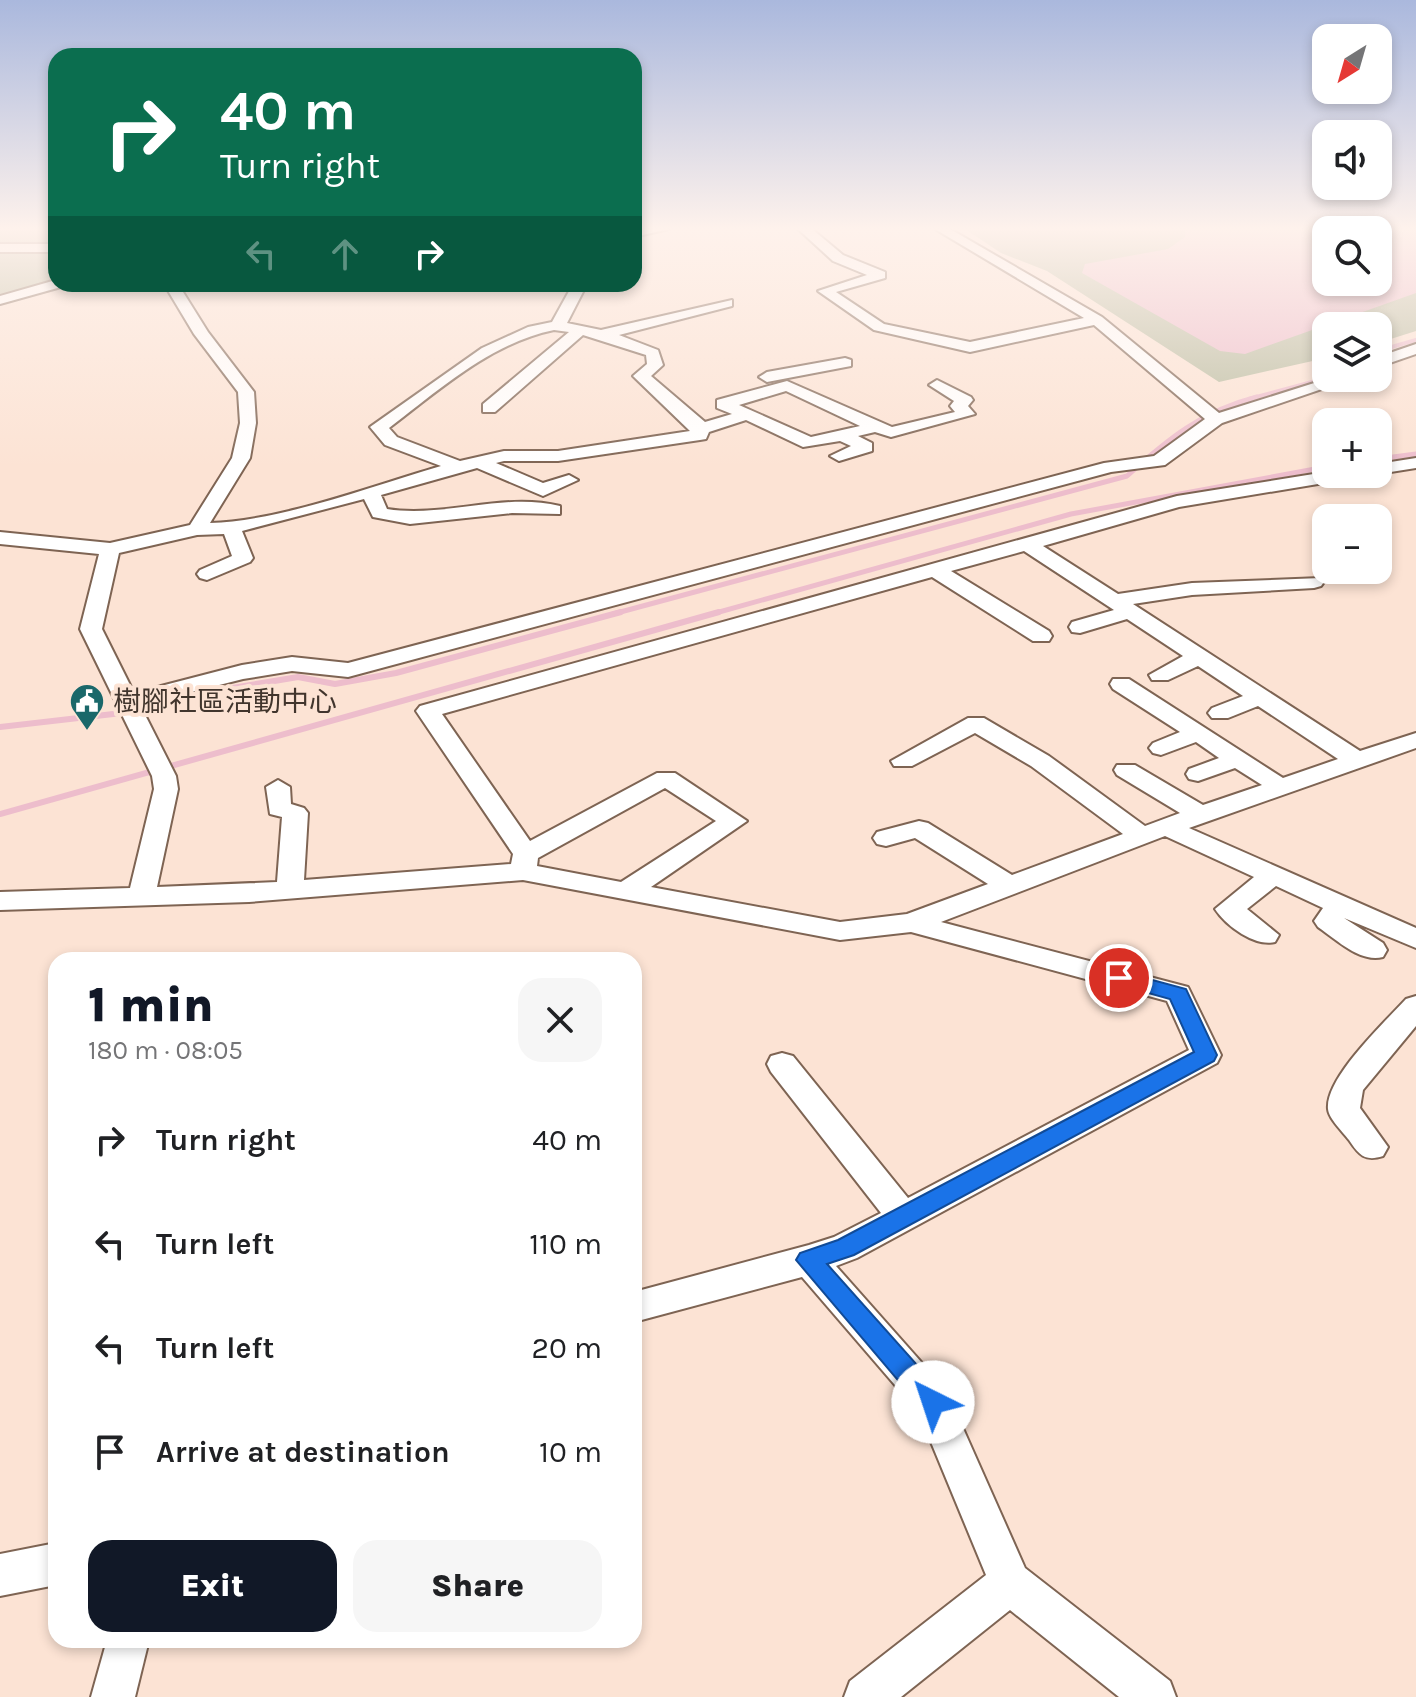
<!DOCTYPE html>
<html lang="en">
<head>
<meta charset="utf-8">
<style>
  body { margin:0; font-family:Karla,"Noto Sans TC",sans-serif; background:#f6f6f6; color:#202124; height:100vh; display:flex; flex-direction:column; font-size:30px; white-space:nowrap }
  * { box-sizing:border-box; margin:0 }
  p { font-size:26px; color:#757577 }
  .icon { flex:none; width:44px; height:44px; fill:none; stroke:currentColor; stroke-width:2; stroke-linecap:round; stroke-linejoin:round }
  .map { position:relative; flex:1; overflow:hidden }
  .panel { position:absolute; left:48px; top:952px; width:594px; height:696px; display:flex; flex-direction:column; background:#fff; border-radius:24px; box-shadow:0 4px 12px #0003 }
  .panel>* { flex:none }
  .top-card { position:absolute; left:48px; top:48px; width:594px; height:244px; border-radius:24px; box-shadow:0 4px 12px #0003; background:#0b6e4f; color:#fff; overflow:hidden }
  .needle { width:52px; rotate:217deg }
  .controls { position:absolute; left:1312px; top:24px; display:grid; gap:16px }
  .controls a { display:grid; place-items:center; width:80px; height:80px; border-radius:16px; background:#fff; box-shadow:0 4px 12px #0003; font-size:40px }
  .pin { position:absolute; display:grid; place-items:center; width:68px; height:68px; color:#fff; margin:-34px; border:4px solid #fff; border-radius:50%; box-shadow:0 2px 8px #0007 }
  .me { position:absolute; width:88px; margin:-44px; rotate:319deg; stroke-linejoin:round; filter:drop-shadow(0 0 6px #0008) }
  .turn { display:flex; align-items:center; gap:28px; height:168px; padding:0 40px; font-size:36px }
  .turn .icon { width:104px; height:104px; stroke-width:2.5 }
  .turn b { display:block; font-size:56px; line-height:68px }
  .lanes { display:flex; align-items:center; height:76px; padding:0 40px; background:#0003; justify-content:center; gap:40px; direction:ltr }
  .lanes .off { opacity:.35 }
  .round { display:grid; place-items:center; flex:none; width:84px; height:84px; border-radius:24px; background:#f6f6f6 }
  .head { display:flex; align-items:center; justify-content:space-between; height:136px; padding:0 40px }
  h1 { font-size:48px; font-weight:800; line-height:60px; color:#111827 }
  .button { display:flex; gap:16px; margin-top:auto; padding:16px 40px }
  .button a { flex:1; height:92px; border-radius:24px; background:#111827; color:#fff; font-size:32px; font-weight:800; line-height:92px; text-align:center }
  .button a+a { background:#f6f6f6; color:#202124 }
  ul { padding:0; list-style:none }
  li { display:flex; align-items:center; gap:24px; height:104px; padding:0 40px }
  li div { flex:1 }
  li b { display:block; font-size:30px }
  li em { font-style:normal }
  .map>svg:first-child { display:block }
</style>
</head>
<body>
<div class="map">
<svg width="1416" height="1697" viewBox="0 0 1416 1697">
  <rect width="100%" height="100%" fill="#fce3d4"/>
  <g fill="#bbbda2" fill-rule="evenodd">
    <rect x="0" y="229" width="56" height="18"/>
    <path d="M965,229H1416V331L1378,343V326H1326V358L1219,382L1047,271L1001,253ZM1326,230H1378V282H1326Z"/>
    <path d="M0,249H56V280L0,297Z"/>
  </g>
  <path fill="#edbdcc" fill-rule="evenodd" d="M1185,229H1416V293L1245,354L1220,351L1082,273L1085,264L1168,249L1185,237ZM1326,230H1378V282H1326Z"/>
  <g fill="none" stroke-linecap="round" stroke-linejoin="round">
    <g stroke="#edbdcc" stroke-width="4">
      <path d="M1378,351L1416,340"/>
      <path d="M1249,399L1327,378"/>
    </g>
    <g stroke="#edbdcc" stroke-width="5">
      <path d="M1378,459L1416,454"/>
      <path d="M613,614L1127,476C1168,439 1202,411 1257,397"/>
      <path d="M712,614L1071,514L1326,467"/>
    </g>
    <g stroke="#edbdcc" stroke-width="6">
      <path d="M0,727L122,713L203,693L298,677L335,684L396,673L621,612"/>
      <path d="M0,814L719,612"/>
    </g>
    <g stroke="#7e6453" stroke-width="4">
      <g id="minor">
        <path d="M634,229H669L634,237Z"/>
        <path d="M798,229H812L843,255L885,272V278L836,292L884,324L970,342L1084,318L935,229H950L1102,317L1219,413L1330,378H1354L1222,423L1165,465L1111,472L348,677L292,671L243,679L140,705L176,776L178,789L157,887L277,882L282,817L270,814L266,787L278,780L290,787L291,804L304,808L308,813L304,880L511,864L513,854L416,711L420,706L1177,496L1326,472L1357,474L1348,479L1179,507L1043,546L1118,594L1192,583L1321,578L1324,582L1321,586L1314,588L1192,595L1133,604L1360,751L1416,733V748L1189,828L1416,928V948L1344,918L1383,943L1387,950L1383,957C1360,963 1337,940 1318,927L1314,921L1323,908L1276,886L1247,909L1279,935L1275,942C1255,947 1226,926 1215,909L1254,877L1165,836L941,922L1188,987L1221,1055L1217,1063L857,1258L836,1266L946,1390L1025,1568L1170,1681L1176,1697H1119L1010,1610L901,1697H844L850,1681L986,1575L919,1413L802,1277L634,1322V1292L809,1245L834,1237L881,1213L771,1072L767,1064L771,1056L782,1053L793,1056L908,1198L1189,1050L1167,1001L911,932L840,940L523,880L249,902L0,910V892L130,888L154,789L152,776L80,629L99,554L0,544V532L110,543L190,525L232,458L240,423L238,392L194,334L164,284H178L208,332L254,392L256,423L250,458L210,523C281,521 372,486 441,466L385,445L370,427L482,348L528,327L552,322L573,284H587L567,323L601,330L732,300V306L619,335L658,350L663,365L651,376L705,422L732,414L717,408V400L787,381L892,427L955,412L950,406L954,401L929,385L937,380L971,397L973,400L968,406L975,414L891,437L875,432L858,436L872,443V451L839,461L830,456L851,446L840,441L803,447L746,420L709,432L706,439L700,440L558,461H504L496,463L543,483L569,475L578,480L543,496L477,468L381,495L387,509C444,518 503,492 560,506V514L512,513L410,524L373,517L364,499L242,531L253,558L250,562L207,580L200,578L197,574L200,570L232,556L224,534L197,535L119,553L102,629L134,693L242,665L292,657L348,663L1104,463L1154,456L1205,419L1094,325L970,352L874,330L818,291L867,275L833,261ZM554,330L569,332L483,404V412H495L583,335L646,355L647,364L633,376L690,431L558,451H504L460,461L397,437L389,428C439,390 491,343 554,330ZM786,391L860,426L811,437L739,405ZM1024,551L1114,610L1072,622L1069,627L1072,632L1080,633L1127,619L1183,656L1149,675L1152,680H1168L1198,666L1243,696L1212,708L1208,713L1212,718H1228L1258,706L1338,759L1283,778L1129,679H1113L1110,684L1113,689L1180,732L1153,743L1149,748L1153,753L1161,755L1196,742L1219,758L1189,769L1186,774L1189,779L1198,781L1235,768L1262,785L1203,805L1135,765H1117L1114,770L1117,775L1180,813L1145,826L1049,756L984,718H968L891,761L894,766H912L975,733L1031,766L1123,834L1012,875L928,823L919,821L877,832L873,838L877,844L886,846L915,838L988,884L907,914L840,922L651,887L747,821L675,773H657L530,841L442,714L932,577L1033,641H1049L1052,636L1049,631L951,571ZM665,788L716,821L621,882L537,866L538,858Z"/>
        <rect x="0" y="244" width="56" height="8"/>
        <path d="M56,280V284H63L61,287L0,304V296Z"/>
        <path d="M1416,344V354L1378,367V357Z"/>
        <path d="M845,358L851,360V366L767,382L759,377L767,372Z"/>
        <path d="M1416,458V468L1378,474H1376L1378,464Z"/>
        <path d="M1416,996V1026L1363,1090L1360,1108L1388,1147L1383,1156C1365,1162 1359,1155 1349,1140C1343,1132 1329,1119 1328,1109C1325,1078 1385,1022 1406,999Z"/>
        <path d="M56,1543V1585L0,1596V1554Z"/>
        <path d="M107,1640H149L135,1697H91Z"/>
      </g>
    </g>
    <use href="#minor" fill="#fff" fill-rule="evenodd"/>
  </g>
  <linearGradient id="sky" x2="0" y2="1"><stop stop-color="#aab8dd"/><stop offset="0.49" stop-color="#fef2ec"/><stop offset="1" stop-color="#fef2ec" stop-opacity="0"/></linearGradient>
  <rect width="1416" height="467" fill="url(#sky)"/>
  <path fill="#1a73e8" stroke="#114b97" stroke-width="2" d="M1119,971L1186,989L1217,1055L1214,1061L854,1255L827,1264L942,1393L946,1402L942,1411L933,1414L924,1411L796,1260L800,1253L838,1240L1194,1052L1170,999L1112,983L1109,978Z"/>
  <defs>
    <g id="civic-pin" transform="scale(1.8)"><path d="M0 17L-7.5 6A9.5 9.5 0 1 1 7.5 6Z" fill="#1a686a" stroke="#fce3d4"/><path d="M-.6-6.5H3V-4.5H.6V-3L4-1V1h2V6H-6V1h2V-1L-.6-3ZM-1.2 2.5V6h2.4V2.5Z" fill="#fff"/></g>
  </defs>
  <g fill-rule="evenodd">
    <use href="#civic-pin" x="87" y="701"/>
  </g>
  <g text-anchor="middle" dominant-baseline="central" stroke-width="8" stroke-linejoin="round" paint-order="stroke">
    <g font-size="28" fill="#41352d" stroke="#fce3d4" text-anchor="start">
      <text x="113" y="701">樹腳社區活動中心</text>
    </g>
  </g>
</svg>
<div class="controls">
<a><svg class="needle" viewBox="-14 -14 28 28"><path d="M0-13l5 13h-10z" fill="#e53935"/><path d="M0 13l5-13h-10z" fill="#757577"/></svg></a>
<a><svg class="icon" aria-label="sound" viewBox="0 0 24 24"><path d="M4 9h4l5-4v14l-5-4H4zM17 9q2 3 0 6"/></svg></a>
<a><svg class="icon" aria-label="search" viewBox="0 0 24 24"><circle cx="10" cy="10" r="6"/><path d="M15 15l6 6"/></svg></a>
<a><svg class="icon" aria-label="layers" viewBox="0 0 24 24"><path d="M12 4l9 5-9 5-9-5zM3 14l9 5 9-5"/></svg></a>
<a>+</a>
<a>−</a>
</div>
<div class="pin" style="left:1119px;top:978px;background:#d93025"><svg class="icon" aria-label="arrive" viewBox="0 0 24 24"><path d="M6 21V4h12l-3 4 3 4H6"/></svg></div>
<svg class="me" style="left:933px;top:1402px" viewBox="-20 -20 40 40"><circle r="19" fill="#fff"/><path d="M0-13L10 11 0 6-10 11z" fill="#1a73e8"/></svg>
<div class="top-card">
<div class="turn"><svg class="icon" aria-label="right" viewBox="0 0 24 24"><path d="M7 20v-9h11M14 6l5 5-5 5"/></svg><div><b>40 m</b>Turn right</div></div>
<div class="lanes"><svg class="icon off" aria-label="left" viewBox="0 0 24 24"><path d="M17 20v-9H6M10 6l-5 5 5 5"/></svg><svg class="icon off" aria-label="ahead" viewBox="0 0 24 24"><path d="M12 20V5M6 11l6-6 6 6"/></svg><svg class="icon" aria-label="right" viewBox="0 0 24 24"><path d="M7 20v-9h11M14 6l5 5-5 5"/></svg></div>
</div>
<section class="panel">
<div class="head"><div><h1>1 min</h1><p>180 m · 08:05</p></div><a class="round"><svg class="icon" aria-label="close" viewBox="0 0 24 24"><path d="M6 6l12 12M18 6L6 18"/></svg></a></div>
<ul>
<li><svg class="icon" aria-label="right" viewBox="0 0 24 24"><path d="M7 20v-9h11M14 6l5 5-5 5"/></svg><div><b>Turn right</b></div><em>40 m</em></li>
<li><svg class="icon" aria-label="left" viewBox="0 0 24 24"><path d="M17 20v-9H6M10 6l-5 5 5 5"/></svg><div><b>Turn left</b></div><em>110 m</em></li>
<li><svg class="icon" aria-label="left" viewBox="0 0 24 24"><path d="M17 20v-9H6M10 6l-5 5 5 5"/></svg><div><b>Turn left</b></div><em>20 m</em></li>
<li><svg class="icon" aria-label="arrive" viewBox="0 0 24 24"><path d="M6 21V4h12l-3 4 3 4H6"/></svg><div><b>Arrive at destination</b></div><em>10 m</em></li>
</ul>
<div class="button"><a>Exit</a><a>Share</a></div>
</section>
</div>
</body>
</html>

WHAT NEEDS TO BE DONE: Pictures should not appear in the copy. Write out exactly the lines above from the first one through the line that contains "display:flex; gap:16px; margin-top:auto;".

WRITTEN SOLUTION:
<!DOCTYPE html>
<html lang="en">
<head>
<meta charset="utf-8">
<style>
  body { margin:0; font-family:Karla,"Noto Sans TC",sans-serif; background:#f6f6f6; color:#202124; height:100vh; display:flex; flex-direction:column; font-size:30px; white-space:nowrap }
  * { box-sizing:border-box; margin:0 }
  p { font-size:26px; color:#757577 }
  .icon { flex:none; width:44px; height:44px; fill:none; stroke:currentColor; stroke-width:2; stroke-linecap:round; stroke-linejoin:round }
  .map { position:relative; flex:1; overflow:hidden }
  .panel { position:absolute; left:48px; top:952px; width:594px; height:696px; display:flex; flex-direction:column; background:#fff; border-radius:24px; box-shadow:0 4px 12px #0003 }
  .panel>* { flex:none }
  .top-card { position:absolute; left:48px; top:48px; width:594px; height:244px; border-radius:24px; box-shadow:0 4px 12px #0003; background:#0b6e4f; color:#fff; overflow:hidden }
  .needle { width:52px; rotate:217deg }
  .controls { position:absolute; left:1312px; top:24px; display:grid; gap:16px }
  .controls a { display:grid; place-items:center; width:80px; height:80px; border-radius:16px; background:#fff; box-shadow:0 4px 12px #0003; font-size:40px }
  .pin { position:absolute; display:grid; place-items:center; width:68px; height:68px; color:#fff; margin:-34px; border:4px solid #fff; border-radius:50%; box-shadow:0 2px 8px #0007 }
  .me { position:absolute; width:88px; margin:-44px; rotate:319deg; stroke-linejoin:round; filter:drop-shadow(0 0 6px #0008) }
  .turn { display:flex; align-items:center; gap:28px; height:168px; padding:0 40px; font-size:36px }
  .turn .icon { width:104px; height:104px; stroke-width:2.5 }
  .turn b { display:block; font-size:56px; line-height:68px }
  .lanes { display:flex; align-items:center; height:76px; padding:0 40px; background:#0003; justify-content:center; gap:40px; direction:ltr }
  .lanes .off { opacity:.35 }
  .round { display:grid; place-items:center; flex:none; width:84px; height:84px; border-radius:24px; background:#f6f6f6 }
  .head { display:flex; align-items:center; justify-content:space-between; height:136px; padding:0 40px }
  h1 { font-size:48px; font-weight:800; line-height:60px; color:#111827 }
  .button { display:flex; gap:16px; margin-top:auto; padding:16px 40px }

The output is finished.